Data shown
════════════════════

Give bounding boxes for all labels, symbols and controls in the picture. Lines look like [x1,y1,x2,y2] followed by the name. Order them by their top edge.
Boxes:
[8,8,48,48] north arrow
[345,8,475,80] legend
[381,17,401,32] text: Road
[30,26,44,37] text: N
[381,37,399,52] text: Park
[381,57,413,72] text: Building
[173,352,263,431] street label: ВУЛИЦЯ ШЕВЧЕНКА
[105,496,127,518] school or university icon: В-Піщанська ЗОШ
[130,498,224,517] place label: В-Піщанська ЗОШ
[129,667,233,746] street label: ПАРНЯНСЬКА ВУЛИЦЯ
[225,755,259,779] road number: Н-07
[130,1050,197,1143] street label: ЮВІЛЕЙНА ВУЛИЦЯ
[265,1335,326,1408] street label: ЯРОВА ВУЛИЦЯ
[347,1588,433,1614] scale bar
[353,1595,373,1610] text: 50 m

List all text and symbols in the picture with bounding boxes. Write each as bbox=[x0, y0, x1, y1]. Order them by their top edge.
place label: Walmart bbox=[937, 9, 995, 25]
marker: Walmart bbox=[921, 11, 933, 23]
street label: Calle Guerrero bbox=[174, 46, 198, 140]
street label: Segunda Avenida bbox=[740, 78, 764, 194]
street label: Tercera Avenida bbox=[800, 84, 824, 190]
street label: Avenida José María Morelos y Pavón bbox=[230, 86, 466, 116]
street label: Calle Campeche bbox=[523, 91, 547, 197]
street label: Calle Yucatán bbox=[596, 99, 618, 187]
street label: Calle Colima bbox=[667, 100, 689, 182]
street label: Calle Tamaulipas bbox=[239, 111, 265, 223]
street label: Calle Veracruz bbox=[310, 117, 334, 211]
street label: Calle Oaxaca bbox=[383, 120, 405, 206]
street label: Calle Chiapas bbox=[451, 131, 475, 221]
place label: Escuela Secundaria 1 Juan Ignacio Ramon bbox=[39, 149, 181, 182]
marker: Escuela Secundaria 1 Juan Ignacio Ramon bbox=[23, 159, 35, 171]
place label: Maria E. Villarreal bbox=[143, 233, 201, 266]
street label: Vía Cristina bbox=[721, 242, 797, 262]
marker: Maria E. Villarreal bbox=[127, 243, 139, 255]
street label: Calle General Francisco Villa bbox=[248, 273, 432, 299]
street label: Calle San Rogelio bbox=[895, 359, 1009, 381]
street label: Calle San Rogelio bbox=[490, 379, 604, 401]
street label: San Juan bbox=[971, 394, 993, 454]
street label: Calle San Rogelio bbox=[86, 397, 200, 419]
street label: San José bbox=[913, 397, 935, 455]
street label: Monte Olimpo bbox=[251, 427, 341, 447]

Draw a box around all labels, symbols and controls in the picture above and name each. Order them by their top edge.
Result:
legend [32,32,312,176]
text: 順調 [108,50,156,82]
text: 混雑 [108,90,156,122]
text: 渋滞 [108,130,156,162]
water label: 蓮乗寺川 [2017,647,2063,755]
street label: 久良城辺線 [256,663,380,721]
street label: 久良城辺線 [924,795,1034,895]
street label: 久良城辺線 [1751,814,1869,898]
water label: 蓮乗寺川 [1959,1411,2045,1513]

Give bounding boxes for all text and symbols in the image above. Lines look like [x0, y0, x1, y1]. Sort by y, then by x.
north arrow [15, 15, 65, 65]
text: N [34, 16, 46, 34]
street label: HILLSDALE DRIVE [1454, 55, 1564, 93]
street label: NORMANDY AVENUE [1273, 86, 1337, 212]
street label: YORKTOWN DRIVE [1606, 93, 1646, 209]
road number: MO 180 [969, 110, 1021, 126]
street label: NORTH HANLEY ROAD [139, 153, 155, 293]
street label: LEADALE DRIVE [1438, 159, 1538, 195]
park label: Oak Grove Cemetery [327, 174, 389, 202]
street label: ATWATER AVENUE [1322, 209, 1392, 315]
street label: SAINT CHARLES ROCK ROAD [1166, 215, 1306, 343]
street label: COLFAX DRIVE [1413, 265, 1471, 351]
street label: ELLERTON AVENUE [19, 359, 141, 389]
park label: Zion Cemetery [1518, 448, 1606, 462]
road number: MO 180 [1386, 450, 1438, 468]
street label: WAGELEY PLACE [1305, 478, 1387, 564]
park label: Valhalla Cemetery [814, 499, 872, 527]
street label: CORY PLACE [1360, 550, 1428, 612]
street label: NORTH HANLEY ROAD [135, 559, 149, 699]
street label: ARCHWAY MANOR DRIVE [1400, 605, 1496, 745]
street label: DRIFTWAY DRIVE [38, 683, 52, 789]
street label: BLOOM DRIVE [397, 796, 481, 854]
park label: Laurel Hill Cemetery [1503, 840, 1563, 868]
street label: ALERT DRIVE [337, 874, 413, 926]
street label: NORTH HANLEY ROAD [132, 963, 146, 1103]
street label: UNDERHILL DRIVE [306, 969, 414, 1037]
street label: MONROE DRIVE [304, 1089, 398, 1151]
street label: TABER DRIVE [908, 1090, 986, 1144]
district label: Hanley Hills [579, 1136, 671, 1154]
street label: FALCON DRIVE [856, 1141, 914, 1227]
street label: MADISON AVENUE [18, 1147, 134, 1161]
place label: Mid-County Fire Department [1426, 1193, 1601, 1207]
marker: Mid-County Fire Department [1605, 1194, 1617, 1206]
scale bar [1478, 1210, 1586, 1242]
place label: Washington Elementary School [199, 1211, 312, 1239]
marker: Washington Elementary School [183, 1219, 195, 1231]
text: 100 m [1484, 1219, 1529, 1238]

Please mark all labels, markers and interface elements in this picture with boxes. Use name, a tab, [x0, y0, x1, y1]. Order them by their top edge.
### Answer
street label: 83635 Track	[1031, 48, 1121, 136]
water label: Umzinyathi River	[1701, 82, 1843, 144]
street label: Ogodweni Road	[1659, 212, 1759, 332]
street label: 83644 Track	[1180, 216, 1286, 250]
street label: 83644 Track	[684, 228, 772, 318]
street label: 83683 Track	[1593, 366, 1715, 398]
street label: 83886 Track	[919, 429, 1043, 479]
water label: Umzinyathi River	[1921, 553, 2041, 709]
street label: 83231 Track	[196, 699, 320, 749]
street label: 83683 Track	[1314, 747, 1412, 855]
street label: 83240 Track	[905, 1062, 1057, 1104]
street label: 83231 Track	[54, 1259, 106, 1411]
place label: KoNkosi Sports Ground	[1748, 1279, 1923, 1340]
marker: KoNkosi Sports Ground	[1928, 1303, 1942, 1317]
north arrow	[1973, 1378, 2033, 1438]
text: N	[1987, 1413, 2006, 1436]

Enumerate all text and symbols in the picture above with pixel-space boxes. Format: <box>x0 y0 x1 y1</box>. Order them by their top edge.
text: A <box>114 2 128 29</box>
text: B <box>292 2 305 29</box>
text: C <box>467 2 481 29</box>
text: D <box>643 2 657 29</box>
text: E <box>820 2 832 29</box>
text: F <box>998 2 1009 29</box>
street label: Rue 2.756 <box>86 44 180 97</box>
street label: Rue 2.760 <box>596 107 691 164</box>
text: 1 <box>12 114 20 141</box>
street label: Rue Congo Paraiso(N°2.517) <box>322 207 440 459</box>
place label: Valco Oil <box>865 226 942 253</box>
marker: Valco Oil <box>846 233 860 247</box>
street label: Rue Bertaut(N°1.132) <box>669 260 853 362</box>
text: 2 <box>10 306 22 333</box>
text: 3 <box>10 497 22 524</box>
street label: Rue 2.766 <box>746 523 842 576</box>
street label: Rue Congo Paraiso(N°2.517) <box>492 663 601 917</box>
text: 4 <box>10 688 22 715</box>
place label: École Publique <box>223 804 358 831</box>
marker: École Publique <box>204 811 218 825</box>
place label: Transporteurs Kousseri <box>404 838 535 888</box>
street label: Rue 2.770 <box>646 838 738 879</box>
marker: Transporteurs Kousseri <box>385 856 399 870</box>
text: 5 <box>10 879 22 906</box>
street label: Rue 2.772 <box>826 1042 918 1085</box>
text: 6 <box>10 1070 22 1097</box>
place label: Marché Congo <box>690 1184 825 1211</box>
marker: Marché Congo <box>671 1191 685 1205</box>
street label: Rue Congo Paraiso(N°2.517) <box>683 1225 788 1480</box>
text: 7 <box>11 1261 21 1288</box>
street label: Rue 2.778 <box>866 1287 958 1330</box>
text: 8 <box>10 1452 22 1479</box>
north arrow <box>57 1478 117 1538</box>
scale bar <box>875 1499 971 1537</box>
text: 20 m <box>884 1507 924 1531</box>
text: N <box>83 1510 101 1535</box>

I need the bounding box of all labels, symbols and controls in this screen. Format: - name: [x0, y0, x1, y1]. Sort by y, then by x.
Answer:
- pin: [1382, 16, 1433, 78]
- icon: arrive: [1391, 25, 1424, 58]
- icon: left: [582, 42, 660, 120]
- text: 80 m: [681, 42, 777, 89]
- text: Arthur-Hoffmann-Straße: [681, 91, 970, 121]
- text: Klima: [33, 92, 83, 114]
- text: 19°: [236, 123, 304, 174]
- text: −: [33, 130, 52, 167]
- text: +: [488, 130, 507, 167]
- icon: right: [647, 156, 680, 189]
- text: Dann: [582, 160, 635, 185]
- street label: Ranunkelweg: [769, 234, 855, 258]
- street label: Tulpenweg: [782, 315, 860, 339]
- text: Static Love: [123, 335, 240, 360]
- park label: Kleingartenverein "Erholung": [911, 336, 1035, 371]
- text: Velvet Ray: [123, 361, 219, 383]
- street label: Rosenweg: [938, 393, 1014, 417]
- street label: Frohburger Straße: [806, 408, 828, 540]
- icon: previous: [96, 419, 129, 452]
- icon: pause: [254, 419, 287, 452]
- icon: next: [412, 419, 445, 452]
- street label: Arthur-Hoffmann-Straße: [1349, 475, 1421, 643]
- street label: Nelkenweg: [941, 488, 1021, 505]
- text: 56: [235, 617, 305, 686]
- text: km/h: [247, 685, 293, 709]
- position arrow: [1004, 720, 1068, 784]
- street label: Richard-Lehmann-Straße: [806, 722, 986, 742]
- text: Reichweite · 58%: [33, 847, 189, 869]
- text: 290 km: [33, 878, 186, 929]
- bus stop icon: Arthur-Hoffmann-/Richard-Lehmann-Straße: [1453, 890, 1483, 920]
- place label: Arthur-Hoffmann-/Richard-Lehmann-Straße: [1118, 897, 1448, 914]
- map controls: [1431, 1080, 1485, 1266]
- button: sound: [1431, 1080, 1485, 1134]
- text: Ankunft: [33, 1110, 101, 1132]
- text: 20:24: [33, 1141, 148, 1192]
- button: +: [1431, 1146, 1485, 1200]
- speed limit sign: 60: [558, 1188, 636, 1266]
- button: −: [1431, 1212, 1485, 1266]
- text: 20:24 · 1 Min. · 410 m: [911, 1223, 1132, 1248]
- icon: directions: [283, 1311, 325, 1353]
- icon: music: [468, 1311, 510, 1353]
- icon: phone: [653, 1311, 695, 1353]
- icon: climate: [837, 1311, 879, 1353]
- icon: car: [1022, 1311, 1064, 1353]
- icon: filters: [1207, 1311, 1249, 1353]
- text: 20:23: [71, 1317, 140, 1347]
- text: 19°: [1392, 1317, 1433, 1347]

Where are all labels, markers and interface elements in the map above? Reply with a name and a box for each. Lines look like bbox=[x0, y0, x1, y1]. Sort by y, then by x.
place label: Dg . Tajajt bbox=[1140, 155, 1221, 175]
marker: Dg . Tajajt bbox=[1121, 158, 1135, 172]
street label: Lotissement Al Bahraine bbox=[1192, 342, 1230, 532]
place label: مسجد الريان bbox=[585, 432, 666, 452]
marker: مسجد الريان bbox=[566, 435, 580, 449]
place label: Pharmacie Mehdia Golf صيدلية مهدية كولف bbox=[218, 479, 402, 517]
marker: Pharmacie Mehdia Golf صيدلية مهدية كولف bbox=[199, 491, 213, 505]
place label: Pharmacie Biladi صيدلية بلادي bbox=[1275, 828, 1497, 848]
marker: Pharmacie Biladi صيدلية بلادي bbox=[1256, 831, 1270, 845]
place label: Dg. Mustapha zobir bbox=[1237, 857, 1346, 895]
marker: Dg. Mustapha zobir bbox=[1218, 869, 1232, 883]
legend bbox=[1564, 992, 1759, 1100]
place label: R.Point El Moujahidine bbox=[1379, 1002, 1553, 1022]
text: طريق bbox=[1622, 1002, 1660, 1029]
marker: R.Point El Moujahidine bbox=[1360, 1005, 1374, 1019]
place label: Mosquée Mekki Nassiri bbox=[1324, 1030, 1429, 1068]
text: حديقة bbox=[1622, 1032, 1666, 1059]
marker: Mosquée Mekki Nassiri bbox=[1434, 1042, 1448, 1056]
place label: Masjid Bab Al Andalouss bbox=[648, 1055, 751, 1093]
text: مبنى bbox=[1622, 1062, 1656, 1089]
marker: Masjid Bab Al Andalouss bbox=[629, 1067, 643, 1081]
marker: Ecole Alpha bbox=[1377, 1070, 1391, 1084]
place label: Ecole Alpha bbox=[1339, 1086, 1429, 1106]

════════════════════

Prompt
From the entries above, extract each line containing "Marché".

Response area
place label: Marché Congo <box>690 1184 825 1211</box>
marker: Marché Congo <box>671 1191 685 1205</box>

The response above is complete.